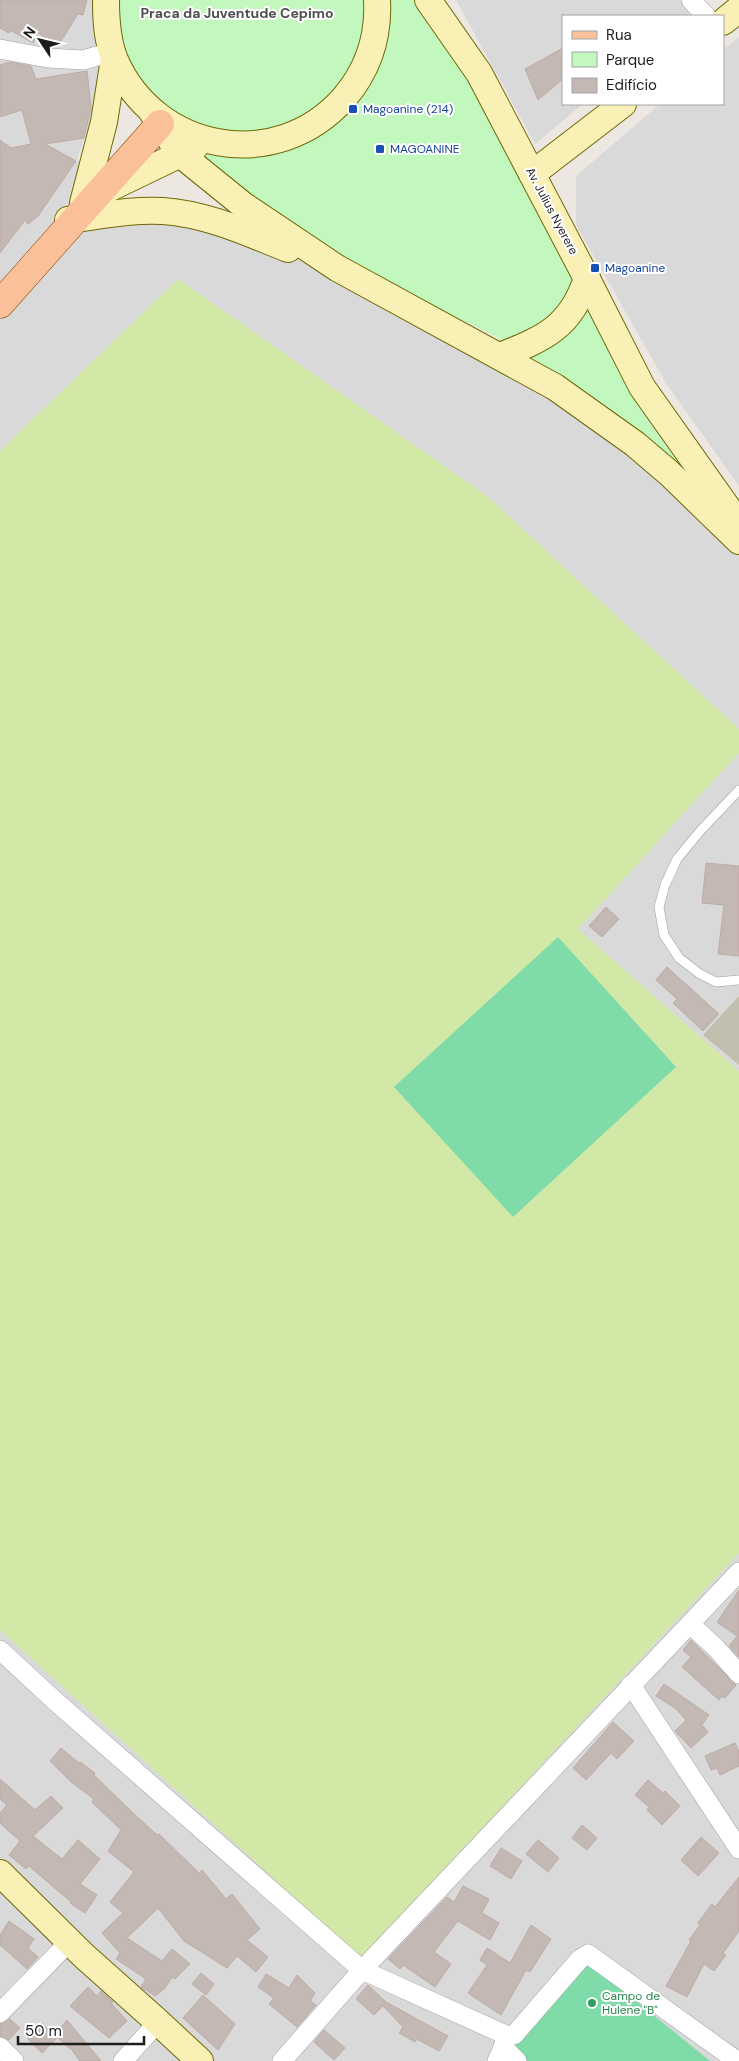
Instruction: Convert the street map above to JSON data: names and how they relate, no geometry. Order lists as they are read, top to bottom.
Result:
{
  "streets": {
    "main road": ["Av. Julius Nyerere"]
  },
  "districts": ["Praca da Juventude Cepimo"],
  "places": {
    "transit": ["Magoanine (214)", "MAGOANINE", "Magoanine"],
    "other": ["Campo de Hulene \"B\""]
  },
  "legend": ["Rua", "Parque", "Edifício"],
  "scale_bar": "50 m",
  "north": "top left"
}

*YOUR OBJECTIVE*. Please write out every entry exactly, but skip the pictures.

*TASK RESULT*.
Instruction: Convert the street map above to JSON data: names and how they relate, no geometry. Order lists as they are read, top to bottom.
Result:
{
  "streets": {
    "main road": ["Av. Julius Nyerere"]
  },
  "districts": ["Praca da Juventude Cepimo"],
  "places": {
    "transit": ["Magoanine (214)", "MAGOANINE", "Magoanine"],
    "other": ["Campo de Hulene \"B\""]
  },
  "legend": ["Rua", "Parque", "Edifício"],
  "scale_bar": "50 m",
  "north": "top left"
}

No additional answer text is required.